Students and professors cannot be certain that their video recordings and personal data are in safe hands, however.
This is according to the Danish trade union for IT professionals PROSA. They say that Zoom’s subsidiary in China can access audio files and video material which can be used to monitor thousands of residents in Denmark, and to develop facial recognition and the production of fake news.
PROSA has previously criticised the university for failing to comply with IT security practices on the matter, and the university has, so far, rejected the criticism. According to PROSA, however, the system still has a security breach during high traffic volume periods.
»Legally speaking, we do not doubt that the University of Copenhagen has protected itself. Zoom may not abuse the data. But this just does not mean that it won’t happen,« says Ole Tange, IT policy consultant at PROSA.
The video service Zoom has faced widespread criticism in the media.
Several countries have limited the use of Zoom because of concerns about data security. Zoom has a large research and development department in China and may therefore have connections to Chinese authorities that could potentially want to spy on Zoom users. To add to this, there are issues like Zoom bombing, where hackers connect up to Zoom meetings and, say, share pornography or other unwelcome content.

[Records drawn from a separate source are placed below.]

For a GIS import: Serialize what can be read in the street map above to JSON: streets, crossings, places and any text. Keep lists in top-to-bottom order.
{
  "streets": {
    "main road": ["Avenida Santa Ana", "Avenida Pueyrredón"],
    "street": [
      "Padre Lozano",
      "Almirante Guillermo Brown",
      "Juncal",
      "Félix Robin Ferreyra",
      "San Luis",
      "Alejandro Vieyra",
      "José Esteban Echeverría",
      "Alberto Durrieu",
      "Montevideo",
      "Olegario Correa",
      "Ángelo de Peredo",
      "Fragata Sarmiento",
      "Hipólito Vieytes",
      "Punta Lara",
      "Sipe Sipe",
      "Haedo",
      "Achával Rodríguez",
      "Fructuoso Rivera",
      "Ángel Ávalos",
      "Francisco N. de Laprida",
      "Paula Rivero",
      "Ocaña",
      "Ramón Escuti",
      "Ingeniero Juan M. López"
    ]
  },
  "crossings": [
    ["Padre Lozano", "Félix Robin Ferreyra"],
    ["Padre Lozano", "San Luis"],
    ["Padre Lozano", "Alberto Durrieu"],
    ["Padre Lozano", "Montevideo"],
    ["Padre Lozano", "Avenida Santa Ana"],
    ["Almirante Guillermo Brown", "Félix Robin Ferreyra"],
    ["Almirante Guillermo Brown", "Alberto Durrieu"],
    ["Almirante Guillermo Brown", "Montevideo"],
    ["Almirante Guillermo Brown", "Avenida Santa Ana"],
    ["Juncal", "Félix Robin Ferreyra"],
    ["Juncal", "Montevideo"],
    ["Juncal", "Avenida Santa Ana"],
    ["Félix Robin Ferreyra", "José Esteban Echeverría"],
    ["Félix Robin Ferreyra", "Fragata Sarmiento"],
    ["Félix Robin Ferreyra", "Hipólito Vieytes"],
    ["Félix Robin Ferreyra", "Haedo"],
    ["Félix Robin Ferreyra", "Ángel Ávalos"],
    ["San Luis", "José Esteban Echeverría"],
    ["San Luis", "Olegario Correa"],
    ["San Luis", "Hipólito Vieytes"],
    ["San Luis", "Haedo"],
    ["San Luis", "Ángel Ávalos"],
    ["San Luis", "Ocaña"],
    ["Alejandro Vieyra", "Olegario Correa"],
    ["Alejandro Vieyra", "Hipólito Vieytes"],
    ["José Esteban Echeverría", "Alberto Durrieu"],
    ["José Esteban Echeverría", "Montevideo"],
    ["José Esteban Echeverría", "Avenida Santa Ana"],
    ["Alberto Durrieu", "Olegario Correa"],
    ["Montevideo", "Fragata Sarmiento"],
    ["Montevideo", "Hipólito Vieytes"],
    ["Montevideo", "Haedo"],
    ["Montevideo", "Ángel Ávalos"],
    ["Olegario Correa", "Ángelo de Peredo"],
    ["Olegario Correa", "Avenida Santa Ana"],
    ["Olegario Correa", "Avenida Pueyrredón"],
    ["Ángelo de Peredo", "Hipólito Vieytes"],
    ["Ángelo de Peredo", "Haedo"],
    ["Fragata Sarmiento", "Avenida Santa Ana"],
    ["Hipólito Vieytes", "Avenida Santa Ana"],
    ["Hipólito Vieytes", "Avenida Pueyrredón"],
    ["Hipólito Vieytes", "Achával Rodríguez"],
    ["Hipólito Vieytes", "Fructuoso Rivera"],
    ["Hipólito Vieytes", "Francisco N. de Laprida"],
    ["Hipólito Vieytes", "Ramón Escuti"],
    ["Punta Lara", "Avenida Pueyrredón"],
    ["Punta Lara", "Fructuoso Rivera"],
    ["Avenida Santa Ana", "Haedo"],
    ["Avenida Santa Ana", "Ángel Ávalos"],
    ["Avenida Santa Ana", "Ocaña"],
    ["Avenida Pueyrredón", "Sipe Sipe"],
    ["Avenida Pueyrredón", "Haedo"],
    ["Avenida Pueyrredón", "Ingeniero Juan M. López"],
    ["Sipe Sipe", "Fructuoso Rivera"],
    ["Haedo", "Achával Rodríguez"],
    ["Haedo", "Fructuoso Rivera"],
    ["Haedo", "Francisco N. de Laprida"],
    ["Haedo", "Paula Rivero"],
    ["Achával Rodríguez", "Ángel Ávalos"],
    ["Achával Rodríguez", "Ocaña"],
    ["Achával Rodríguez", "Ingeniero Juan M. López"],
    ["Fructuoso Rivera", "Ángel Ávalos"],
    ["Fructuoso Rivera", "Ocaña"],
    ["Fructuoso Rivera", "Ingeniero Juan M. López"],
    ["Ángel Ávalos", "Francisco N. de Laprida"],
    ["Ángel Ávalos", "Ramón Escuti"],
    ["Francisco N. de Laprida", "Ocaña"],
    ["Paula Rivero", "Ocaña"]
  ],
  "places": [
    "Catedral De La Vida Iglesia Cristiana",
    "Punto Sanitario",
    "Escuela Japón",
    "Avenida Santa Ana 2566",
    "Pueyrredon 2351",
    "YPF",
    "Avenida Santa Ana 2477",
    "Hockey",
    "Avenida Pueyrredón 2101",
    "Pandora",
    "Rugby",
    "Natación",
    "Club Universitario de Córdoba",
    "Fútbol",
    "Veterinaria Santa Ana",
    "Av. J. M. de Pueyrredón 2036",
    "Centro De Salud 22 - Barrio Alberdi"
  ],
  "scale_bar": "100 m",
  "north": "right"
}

Zoom has said to the Danish news site Berlingske, however, that the company »takes its users’ privacy, security and trust extremely seriously,« and that a multitude of institutions have examined Zoom’s security measures thoroughly and have chosen to use the service.
Zoom may not abuse the data. But this just does not mean that it won’t happen.
Ole Tange, IT policy consultant at PROSA
The University of Copenhagen has chosen the service, and Zoom is currently the most frequently used video conferencing service at the university, followed by Microsoft Teams and Adobe Connect.
PROSA has criticised the use of Zoom for some time. In the beginning of June, chairman of the association Niels Bertelsen wrote in a featured comment on the Danish section of the University Post that it »opens a gateway for tech giants’ unnecessary surveillance«.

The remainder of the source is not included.